* Exercise instructions *
Lines in the listing below that contain the string "lineWidth" are to be found and copied.

* Task inputs *

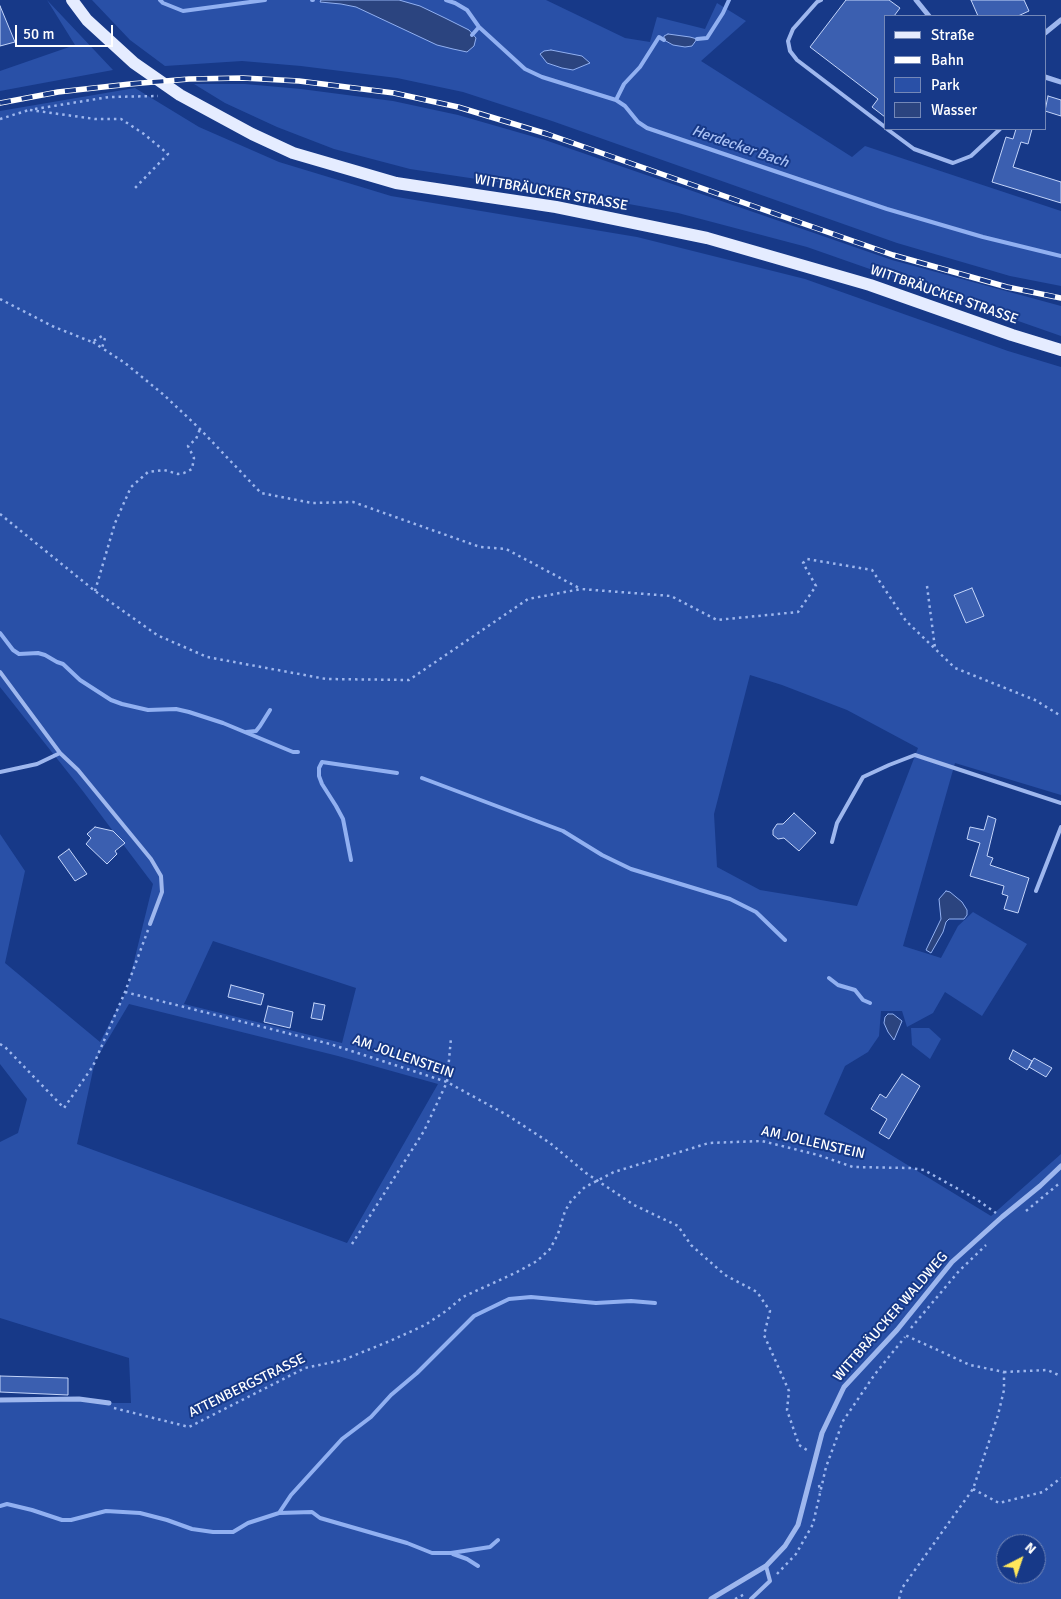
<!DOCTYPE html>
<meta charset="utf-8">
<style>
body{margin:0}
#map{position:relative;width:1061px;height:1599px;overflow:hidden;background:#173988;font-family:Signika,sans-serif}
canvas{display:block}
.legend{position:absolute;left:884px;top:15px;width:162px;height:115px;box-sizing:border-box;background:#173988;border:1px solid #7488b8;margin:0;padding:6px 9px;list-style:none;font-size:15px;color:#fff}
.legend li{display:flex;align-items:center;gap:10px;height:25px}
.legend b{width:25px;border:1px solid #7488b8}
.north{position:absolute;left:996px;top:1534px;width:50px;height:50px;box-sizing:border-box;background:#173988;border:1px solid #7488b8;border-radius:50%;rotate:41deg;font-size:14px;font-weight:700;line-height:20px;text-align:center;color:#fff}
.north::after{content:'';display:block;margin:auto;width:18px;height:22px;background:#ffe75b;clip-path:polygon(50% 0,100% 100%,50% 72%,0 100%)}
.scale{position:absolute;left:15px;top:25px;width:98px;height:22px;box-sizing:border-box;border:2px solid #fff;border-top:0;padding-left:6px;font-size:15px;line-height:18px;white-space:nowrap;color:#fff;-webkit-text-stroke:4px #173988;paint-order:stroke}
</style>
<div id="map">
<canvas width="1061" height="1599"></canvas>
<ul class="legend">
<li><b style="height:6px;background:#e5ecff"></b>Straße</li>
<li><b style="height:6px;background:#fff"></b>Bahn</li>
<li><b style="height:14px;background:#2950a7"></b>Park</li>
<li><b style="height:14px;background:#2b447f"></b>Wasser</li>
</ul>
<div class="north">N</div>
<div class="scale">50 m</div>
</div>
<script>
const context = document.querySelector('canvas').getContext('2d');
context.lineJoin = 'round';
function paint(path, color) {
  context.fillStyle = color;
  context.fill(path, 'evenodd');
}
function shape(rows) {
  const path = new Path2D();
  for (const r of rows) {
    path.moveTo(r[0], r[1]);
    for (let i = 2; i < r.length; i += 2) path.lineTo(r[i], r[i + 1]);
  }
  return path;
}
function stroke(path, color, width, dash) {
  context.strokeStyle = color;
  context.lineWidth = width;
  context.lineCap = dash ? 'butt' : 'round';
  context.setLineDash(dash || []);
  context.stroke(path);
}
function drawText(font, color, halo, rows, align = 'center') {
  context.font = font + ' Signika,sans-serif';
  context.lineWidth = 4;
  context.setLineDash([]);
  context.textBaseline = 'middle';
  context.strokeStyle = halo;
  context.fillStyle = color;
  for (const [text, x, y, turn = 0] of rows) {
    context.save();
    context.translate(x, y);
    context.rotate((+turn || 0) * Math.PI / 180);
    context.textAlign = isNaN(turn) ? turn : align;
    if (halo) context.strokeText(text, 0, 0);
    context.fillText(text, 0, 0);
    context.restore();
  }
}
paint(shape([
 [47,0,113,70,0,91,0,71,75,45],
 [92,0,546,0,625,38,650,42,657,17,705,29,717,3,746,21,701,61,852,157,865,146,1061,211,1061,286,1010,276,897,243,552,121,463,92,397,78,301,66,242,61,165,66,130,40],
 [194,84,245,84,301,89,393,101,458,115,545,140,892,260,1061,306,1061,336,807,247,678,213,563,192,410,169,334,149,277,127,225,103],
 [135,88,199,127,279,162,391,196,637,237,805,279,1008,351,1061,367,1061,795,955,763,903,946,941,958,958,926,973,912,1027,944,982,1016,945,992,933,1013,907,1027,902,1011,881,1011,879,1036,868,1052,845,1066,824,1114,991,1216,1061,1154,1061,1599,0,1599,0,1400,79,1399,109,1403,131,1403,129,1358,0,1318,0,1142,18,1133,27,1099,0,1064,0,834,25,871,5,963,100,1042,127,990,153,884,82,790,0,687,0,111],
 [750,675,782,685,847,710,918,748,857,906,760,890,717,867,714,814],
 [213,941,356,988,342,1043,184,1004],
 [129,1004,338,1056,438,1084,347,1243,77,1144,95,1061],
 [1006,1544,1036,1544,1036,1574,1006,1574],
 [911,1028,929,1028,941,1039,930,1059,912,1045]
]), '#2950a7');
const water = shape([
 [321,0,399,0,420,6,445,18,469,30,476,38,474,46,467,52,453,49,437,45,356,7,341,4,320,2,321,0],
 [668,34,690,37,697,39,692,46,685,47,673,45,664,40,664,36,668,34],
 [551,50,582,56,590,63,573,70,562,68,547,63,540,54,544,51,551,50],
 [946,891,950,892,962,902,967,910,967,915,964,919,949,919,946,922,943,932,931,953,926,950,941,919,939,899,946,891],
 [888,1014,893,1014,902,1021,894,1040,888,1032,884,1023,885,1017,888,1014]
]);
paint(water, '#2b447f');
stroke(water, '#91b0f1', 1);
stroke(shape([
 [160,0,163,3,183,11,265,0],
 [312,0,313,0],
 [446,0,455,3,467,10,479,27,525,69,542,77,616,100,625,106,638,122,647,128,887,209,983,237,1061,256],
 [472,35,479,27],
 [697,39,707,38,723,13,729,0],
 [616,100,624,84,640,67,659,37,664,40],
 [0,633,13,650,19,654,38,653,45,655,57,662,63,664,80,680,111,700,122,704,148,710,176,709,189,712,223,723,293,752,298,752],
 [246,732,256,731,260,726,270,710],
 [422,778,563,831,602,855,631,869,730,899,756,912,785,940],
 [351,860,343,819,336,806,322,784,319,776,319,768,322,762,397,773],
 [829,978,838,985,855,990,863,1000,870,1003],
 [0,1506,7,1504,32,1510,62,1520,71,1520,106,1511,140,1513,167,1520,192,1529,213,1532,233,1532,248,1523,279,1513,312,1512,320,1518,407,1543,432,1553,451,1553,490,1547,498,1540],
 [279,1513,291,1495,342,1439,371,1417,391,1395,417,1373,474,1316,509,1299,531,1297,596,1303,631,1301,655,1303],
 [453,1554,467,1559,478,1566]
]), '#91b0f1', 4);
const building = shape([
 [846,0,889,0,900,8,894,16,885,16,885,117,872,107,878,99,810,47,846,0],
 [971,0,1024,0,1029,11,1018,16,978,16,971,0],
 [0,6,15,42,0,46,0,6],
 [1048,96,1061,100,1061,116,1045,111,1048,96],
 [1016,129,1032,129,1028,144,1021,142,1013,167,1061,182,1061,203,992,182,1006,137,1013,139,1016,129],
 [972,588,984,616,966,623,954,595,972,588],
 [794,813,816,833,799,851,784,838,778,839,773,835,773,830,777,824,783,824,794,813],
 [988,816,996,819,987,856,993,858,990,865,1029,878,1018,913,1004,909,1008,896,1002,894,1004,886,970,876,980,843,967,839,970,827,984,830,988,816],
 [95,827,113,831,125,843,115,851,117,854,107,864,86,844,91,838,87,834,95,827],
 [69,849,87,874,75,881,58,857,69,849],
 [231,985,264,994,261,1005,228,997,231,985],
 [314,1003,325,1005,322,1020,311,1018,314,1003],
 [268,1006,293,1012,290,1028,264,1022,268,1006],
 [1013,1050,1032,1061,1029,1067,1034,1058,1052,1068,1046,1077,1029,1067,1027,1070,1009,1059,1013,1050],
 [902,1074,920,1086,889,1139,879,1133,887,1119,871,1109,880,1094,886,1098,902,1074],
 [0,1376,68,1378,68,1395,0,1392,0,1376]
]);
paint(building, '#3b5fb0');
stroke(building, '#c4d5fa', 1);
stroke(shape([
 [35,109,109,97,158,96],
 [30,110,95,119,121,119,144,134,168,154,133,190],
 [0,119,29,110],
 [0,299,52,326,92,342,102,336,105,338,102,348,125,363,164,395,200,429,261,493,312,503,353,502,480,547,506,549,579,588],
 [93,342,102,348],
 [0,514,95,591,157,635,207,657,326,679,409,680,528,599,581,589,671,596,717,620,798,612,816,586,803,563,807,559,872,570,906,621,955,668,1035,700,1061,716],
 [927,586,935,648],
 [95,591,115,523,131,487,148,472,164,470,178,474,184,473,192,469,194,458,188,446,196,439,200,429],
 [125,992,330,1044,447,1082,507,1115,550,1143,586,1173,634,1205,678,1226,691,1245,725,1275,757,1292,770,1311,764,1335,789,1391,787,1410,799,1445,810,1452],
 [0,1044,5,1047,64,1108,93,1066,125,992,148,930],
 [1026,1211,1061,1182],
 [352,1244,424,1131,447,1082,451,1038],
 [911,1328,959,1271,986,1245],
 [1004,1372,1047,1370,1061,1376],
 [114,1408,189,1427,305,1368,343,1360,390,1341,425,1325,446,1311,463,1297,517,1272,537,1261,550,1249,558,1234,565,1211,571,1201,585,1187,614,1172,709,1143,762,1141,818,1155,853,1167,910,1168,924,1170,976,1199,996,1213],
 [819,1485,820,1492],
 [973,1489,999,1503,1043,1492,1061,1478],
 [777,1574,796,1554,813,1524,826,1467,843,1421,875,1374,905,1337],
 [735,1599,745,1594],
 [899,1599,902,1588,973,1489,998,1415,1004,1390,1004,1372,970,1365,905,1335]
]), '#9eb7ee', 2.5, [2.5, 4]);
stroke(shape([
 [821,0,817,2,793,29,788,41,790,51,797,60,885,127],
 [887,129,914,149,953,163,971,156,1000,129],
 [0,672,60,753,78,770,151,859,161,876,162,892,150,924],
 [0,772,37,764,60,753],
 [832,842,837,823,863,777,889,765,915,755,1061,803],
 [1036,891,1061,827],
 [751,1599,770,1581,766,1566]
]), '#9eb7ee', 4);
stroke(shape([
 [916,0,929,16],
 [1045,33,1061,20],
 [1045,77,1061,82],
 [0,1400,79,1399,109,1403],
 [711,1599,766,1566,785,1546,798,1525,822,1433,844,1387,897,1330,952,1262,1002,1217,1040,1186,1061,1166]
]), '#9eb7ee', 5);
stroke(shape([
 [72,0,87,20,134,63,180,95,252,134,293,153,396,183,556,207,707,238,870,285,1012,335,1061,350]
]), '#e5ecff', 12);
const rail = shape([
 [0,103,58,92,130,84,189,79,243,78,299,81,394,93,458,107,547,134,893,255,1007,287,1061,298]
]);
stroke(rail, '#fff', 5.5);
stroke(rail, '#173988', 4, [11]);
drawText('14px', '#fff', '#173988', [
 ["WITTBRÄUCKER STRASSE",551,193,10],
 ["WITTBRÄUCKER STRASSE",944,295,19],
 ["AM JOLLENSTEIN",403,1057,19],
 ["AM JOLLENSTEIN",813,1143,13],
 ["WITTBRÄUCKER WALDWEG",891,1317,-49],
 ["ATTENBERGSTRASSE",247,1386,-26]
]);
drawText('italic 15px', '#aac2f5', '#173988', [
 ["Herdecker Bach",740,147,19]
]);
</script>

* Answer box *
  context.lineWidth = width;
  context.lineWidth = 4;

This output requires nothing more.